**REQUIRED WORK:**
Please work out how many lines in the entries contain "JSON", then give that number with nothing added.

**AVAILABLE DATA:**
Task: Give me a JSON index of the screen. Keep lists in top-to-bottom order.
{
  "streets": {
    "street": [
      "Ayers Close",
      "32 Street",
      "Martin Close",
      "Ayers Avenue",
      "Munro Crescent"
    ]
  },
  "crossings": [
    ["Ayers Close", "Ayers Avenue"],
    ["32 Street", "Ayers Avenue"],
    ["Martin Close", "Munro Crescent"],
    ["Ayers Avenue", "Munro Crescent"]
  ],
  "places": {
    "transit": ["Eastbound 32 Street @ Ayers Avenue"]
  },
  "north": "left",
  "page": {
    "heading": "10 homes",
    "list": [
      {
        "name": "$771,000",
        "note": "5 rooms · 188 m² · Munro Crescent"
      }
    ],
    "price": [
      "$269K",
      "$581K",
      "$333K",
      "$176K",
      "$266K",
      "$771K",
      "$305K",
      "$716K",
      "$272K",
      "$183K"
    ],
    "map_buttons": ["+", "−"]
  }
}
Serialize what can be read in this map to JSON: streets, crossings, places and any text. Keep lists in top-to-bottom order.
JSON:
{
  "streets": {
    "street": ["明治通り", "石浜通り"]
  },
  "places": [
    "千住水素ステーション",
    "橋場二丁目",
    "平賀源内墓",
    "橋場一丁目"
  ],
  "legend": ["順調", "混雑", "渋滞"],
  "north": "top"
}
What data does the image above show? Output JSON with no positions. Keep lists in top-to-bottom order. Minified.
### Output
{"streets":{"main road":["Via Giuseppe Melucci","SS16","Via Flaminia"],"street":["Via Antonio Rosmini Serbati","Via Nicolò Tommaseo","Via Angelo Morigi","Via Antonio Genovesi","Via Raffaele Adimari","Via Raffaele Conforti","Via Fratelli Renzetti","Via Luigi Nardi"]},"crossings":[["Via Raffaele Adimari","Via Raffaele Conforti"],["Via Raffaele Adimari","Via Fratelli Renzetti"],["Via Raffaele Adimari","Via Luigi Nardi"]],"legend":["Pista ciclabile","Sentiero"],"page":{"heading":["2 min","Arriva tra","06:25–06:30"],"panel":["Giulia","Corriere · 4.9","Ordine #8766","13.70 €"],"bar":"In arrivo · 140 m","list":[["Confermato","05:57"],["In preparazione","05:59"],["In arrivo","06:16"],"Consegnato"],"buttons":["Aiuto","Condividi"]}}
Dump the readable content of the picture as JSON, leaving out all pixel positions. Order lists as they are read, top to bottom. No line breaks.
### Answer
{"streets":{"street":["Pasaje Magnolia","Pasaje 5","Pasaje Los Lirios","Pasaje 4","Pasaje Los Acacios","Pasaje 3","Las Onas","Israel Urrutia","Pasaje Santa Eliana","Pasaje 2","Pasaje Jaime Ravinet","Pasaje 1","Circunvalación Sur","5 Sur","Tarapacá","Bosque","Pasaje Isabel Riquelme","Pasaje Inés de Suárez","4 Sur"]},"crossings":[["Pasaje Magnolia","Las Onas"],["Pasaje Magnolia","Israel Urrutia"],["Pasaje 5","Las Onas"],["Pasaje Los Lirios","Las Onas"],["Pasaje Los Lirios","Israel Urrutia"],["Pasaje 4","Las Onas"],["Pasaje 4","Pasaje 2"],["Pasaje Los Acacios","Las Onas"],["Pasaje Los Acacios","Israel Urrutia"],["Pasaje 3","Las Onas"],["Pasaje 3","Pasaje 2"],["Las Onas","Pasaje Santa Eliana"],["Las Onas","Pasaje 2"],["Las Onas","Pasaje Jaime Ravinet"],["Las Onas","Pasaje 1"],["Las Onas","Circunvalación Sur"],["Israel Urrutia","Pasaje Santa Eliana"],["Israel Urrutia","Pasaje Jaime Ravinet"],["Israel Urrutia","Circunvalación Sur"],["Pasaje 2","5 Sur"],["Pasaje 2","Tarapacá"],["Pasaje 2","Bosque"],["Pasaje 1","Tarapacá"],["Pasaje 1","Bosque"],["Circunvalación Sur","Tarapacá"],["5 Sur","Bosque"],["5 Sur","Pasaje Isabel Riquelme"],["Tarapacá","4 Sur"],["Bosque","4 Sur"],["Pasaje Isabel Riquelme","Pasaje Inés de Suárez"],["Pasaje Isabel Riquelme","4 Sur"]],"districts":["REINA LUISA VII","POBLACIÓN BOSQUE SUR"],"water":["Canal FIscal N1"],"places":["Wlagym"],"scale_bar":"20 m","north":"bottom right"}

**WRITTEN ANSWER:**
5